:: Source material
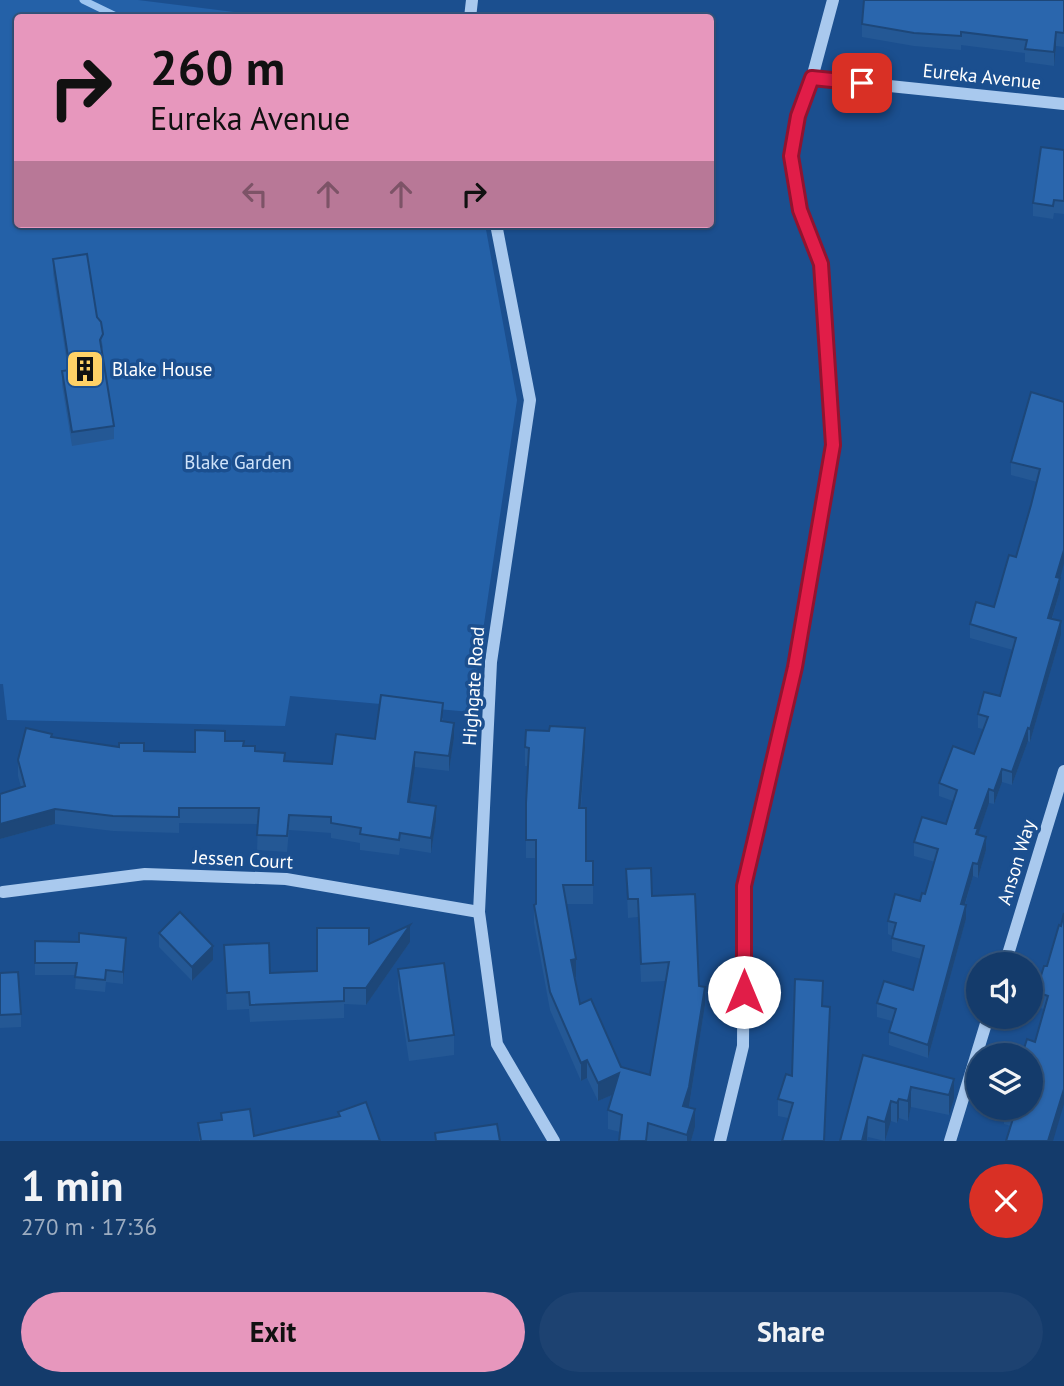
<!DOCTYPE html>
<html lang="en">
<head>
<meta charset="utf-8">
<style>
  :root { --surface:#143b6b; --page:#1d4271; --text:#f1f3f6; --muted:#9dadc1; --line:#33557e; --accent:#e797bd }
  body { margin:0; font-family:"PT Sans",sans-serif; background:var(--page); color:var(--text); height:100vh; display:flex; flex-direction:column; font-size:26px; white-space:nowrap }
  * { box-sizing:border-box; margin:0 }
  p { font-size:23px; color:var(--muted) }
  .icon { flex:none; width:38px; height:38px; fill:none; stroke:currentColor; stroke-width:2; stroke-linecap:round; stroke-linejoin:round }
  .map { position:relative; height:1141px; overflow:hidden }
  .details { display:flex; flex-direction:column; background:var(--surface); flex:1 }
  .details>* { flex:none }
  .top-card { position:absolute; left:14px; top:14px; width:700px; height:214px; border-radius:7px; box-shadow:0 2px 5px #0004,0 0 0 2px var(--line); background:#e797bd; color:#111; overflow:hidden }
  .buttons { position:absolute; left:966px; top:952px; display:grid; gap:14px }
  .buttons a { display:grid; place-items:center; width:77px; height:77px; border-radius:50%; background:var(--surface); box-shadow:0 2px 5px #0004,0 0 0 2px var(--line); font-size:35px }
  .pin { position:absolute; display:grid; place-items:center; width:60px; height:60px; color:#fff; margin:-30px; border-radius:14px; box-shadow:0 4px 10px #0006 }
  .me { position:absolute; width:77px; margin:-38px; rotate:0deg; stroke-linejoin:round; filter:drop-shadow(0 0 5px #0008) }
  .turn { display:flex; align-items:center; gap:24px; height:147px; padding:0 21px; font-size:32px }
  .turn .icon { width:91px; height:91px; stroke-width:2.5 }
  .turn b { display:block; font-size:49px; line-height:60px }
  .lanes { display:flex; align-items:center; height:66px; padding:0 21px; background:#0003; justify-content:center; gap:35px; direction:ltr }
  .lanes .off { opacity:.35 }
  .round { display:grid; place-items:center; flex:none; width:74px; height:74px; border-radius:37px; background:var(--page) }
  .overview { display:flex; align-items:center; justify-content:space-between; height:119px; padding:0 21px }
  h1 { font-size:42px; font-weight:600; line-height:52px }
  .action { display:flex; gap:14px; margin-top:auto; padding:14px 21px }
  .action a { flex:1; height:80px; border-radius:42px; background:var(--accent); color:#111; font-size:28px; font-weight:600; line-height:80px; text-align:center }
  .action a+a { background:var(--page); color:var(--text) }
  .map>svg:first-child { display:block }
  .green { fill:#2461a8 }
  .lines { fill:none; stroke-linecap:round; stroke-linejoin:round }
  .stream { stroke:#9cc4f0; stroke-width:7 }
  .minor { stroke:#a9c9ee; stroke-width:12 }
  .wall { fill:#245895 }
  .shaded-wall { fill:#1d4779 }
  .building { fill:#2a66ad; stroke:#1d4779; stroke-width:2 }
  .route-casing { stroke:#92132f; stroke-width:18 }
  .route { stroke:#e11d48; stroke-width:12 }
  .labels { text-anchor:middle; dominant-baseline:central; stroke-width:7; stroke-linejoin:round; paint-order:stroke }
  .street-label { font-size:19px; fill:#fff; stroke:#1b4f8f }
  .poi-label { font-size:19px; fill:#fff; stroke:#1b4f8f; text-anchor:start }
  .park-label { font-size:19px; fill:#cfe3fa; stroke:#1b4f8f }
</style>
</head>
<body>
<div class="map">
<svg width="1064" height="1141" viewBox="0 0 1064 1141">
  <rect width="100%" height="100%" fill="#1b4f8f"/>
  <path class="green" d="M0,0H138L273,17L18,18V224H485L517,400L471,712L290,696L285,726L7,720L3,684H0Z"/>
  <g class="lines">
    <path class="stream" d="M83,0L120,18"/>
    <g class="minor">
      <path d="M470,18L472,0"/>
      <path d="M812,78L1064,104"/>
      <path d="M496,224L530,400L491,662L479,912L497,1044L554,1141"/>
      <path d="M3,892L145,874L286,879L479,912"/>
      <path d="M1005,964L1064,771"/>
      <path d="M720,1141L743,1046L744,886L795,667L833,445L821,264L800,210L791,157L798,116L812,78L833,0"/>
      <path d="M950,1141L988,1017"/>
    </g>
  </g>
  <g class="wall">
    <path d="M1064,0V47L1056,46L1054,66L1025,62V53L961,45V50L914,46L862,37V24Z"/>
    <path d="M1064,150V214L1054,213L1053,219L1033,216V203Z"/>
    <path d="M53,259L97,317L103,347L102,350L114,426V439L72,446L62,385V371L68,370L53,273Z"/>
    <path d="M1031,392L1060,579V591L1052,619L1061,635L1030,742L1028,741L1012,785L1002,782L994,804L989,803L978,834L986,850L978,878L973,876L965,905L966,919L928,1058L889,1045V1032L892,1021L877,1017V1003L913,990L921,959L892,951V936L888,934V921L920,901L925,894L935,862L914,856V842L946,824L953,801L939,796V783L974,754L983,729L978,728V714L1000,696L1013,650L970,638V624L994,607L1016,557L1031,505L1037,482L1011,475V462Z"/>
    <path d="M443,718V722L454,738L449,771L415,767L410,803L436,821L431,853L400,848L399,855L360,850V843L331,838V833L289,830L287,852L257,850L258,824L179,823V833L113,831L55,824L0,839V794L21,787L18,776V760L52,737L144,751L195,752L225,741L244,746L285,761L332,764L375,739Z"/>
    <path d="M525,747H585L581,808L586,861H593V904H566L576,977L575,978L580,1004L621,1067L650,1075L666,981L641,982L638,917L628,918L626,869L652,896L699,986L705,1005L689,1107L695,1127L691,1141H619L620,1132L608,1129V1110L612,1095L598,1101L587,1078L581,1081L550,1010L534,923V905L536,904V858H526V803L528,766H525Z"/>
    <path d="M1061,926L1064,1104L1011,1126L1004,1124V1108L1035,1042L1044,1009L1036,1007V992L1047,966Z"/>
    <path d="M159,933L213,960L192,981L159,947Z"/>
    <path d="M35,941L126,950L123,984L106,982L105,992L75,989L76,975H35Z"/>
    <path d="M410,942L366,1005L344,1004V1018L250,1022L249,1009L227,1010L224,945L270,973L317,971L369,944Z"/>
    <path d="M398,969L454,1035V1055L409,1061L398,989Z"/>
    <path d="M0,973L21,1014V1027L0,1028Z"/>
    <path d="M823,997V1006L830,1023L824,1141H782L788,1118L778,1116V1099L792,1076Z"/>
    <path d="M863,1055L954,1079V1099L949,1115L911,1107L908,1121L899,1118L897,1123L891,1121L885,1141L868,1137L867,1141H840Z"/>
    <path d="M338,1112L380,1141H199L198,1123L221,1120V1113L254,1136L338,1116Z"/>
  </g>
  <g class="shaded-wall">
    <path d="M1056,32V46L1054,66V52Z"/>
    <path d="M1064,550V563L1060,579V591L1048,631V618L1056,577Z"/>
    <path d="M1061,621V635L1030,742V729Z"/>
    <path d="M454,723V738L449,771V756Z"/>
    <path d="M585,728V747L579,826V808Z"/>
    <path d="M1028,728V741L1012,785V772Z"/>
    <path d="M415,752V767L408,817V802Z"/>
    <path d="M1002,769V782L994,804V791Z"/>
    <path d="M989,789V803L978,835V842L975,828Z"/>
    <path d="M436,806V821L431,853V838Z"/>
    <path d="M55,809V824L0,839V824Z"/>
    <path d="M986,837V850L978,878V864Z"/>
    <path d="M973,863V876L961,917V904Z"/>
    <path d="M966,905V919L928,1058V1045Z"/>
    <path d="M410,925V942L366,1005V988Z"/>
    <path d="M126,938V950L123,984V972Z"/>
    <path d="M213,946V960L192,981V967Z"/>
    <path d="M576,959V977L571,978V960Z"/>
    <path d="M705,987V1005L689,1106L683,1124V1106Z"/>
    <path d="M830,1007V1023L824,1141Z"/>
    <path d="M587,1060V1078L581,1081V1063Z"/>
    <path d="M619,1073V1092L598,1101V1083Z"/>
    <path d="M954,1079V1099L949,1115V1095Z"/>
    <path d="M911,1087V1107L908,1121V1101Z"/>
    <path d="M1064,1089V1104L1053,1141H1048Z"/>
    <path d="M899,1099V1118L897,1123V1103Z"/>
    <path d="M891,1101V1121L885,1141V1122Z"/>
    <path d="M695,1109V1127L691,1141H687V1135Z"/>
    <path d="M868,1117L867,1141H862Z"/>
  </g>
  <g class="building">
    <path d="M864,0H1064V33L1056,32L1054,52L1025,49L1027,40L961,32V36L914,33L862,24Z"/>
    <path d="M1041,147L1064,150V201L1054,200L1053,206L1033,203Z"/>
    <path d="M87,254L97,317L101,322L103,334L100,340L114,426L72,432L62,371L70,370L53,259Z"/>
    <path d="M1031,392L1064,402V550L1056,577L1060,578L1048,618L1061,621L1030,729L1028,728L1012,772L1002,769L994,791L989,789L975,828H978L976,834L986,837L978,864L973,863L961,904L966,905L928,1045L889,1032L896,1009L877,1003L884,981L913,990L924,946L892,938L896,923L888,921L895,894L920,901L922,893L925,894L938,849L914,842L922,817L946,824L957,790L939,783L953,746L974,754L988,717L978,714L984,692L1000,696L1016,638L970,624L976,602L994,607L1009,555L1016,557L1031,505L1040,469L1011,462Z"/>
    <path d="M381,695L443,703L441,721L454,723L449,756L415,752L408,802L436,806L431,838L400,833L399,840L360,834L361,828L331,823V817L289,815L287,836L257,835L259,808H179V817L113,816L55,809L0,824V794L25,786L18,760L26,728L52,734L51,737L119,747V743H144V751L195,752V730L225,731V741H244L243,746H255V751L285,753L284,761L332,764L336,734L375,739Z"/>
    <path d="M550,726L585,728L579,808H586V861H593V885H563L576,959L571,960L580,1004L591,999L621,1067L650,1075L669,962L641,964L638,899H628L626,869L651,868L652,896L695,894L699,986L705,987L689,1087L683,1106L695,1109L687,1135L648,1123L646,1141H619L622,1115L608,1110L619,1073L598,1083L587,1060L581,1063L550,992L534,905L536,904V840H526V803L529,748L525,747L526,730L549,731Z"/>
    <path d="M180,912L213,946L192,967L159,933Z"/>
    <path d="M1064,913V1089L1048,1141H1006L1015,1112L1004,1108H1031V1055H1022L1027,1039L1035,1042L1048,996L1036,992L1044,966H1047L1059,925L1061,926Z"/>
    <path d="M410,925L366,988H344V1001L250,1005L249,992L227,993L224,945L269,943L270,973L317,971V928H369V944Z"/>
    <path d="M79,933L126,938L123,972L106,970L105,980L75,977L77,963H35V941L79,942Z"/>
    <path d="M444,963L454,1035L409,1041L398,969Z"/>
    <path d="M18,972L21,1014L0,1015V973Z"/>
    <path d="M795,979L823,981L822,1006L830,1007L824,1141H782L793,1103L778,1099L786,1074L792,1076Z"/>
    <path d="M863,1055L954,1079L949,1095L911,1087L908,1101L899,1099L897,1103L891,1101L885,1122L868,1117L862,1141H840Z"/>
    <path d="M366,1102L380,1141H201L198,1123L222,1120L221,1113L250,1109L254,1136L340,1116L338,1112Z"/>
    <path d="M497,1124L500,1141H436L435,1133Z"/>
  </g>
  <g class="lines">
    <defs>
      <path id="route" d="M744,992V886L795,667L833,445L821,264L800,210L791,156L798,116L812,78L862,83"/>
    </defs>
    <use href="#route" class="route-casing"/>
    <use href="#route" class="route"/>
  </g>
  <defs>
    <symbol id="building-square" viewBox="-11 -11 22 22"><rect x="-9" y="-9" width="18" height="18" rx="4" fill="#ffd166" stroke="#1b4f8f"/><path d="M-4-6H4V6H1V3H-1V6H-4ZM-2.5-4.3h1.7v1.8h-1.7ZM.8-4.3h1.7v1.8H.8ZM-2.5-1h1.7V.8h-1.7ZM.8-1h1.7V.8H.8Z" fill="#111"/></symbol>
  </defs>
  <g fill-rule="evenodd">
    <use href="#building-square" x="63" y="347" width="44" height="44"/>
  </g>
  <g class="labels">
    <g class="street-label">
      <text transform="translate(982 76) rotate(6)">Eureka Avenue</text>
      <text transform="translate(473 686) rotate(-86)">Highgate Road</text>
      <text transform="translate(243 859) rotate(3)">Jessen Court</text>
      <text transform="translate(1016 862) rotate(-73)">Anson Way</text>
    </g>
    <g class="poi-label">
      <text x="112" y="369">Blake House</text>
    </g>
    <g class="park-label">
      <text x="238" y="462">Blake Garden</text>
    </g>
  </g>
</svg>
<div class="buttons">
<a><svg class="icon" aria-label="sound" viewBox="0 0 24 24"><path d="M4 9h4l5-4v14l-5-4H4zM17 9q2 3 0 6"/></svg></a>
<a><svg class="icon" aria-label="layers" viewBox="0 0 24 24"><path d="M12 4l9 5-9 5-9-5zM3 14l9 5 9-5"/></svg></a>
</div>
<div class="pin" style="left:862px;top:83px;background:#d93025"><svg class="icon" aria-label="arrive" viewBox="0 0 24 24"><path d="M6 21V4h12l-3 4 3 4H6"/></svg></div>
<svg class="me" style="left:744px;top:992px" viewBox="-20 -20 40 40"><circle r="19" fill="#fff"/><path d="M0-13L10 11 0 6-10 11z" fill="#e11d48"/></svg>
<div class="top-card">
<div class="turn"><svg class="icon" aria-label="right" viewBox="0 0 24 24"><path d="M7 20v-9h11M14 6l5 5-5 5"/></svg><div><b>260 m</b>Eureka Avenue</div></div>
<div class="lanes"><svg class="icon off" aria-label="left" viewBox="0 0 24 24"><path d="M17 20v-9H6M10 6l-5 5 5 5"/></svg><svg class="icon off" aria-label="ahead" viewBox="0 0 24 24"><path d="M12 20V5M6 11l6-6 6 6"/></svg><svg class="icon off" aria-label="ahead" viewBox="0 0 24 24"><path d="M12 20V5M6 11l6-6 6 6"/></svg><svg class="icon" aria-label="right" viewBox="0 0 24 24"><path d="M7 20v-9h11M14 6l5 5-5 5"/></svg></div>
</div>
</div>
<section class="details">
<div class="overview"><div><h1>1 min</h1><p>270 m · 17:36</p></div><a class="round" style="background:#d93025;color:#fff"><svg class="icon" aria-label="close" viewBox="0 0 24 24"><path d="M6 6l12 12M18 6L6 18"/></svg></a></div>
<div class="action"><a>Exit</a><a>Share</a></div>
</section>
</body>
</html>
::::
== Exercise goal ==
Repeat the listing above up to and including the line with "position:absolute; display:grid; place-items:center;", starting from its first line. Drop any pictures.

== Task output ==
<!DOCTYPE html>
<html lang="en">
<head>
<meta charset="utf-8">
<style>
  :root { --surface:#143b6b; --page:#1d4271; --text:#f1f3f6; --muted:#9dadc1; --line:#33557e; --accent:#e797bd }
  body { margin:0; font-family:"PT Sans",sans-serif; background:var(--page); color:var(--text); height:100vh; display:flex; flex-direction:column; font-size:26px; white-space:nowrap }
  * { box-sizing:border-box; margin:0 }
  p { font-size:23px; color:var(--muted) }
  .icon { flex:none; width:38px; height:38px; fill:none; stroke:currentColor; stroke-width:2; stroke-linecap:round; stroke-linejoin:round }
  .map { position:relative; height:1141px; overflow:hidden }
  .details { display:flex; flex-direction:column; background:var(--surface); flex:1 }
  .details>* { flex:none }
  .top-card { position:absolute; left:14px; top:14px; width:700px; height:214px; border-radius:7px; box-shadow:0 2px 5px #0004,0 0 0 2px var(--line); background:#e797bd; color:#111; overflow:hidden }
  .buttons { position:absolute; left:966px; top:952px; display:grid; gap:14px }
  .buttons a { display:grid; place-items:center; width:77px; height:77px; border-radius:50%; background:var(--surface); box-shadow:0 2px 5px #0004,0 0 0 2px var(--line); font-size:35px }
  .pin { position:absolute; display:grid; place-items:center; width:60px; height:60px; color:#fff; margin:-30px; border-radius:14px; box-shadow:0 4px 10px #0006 }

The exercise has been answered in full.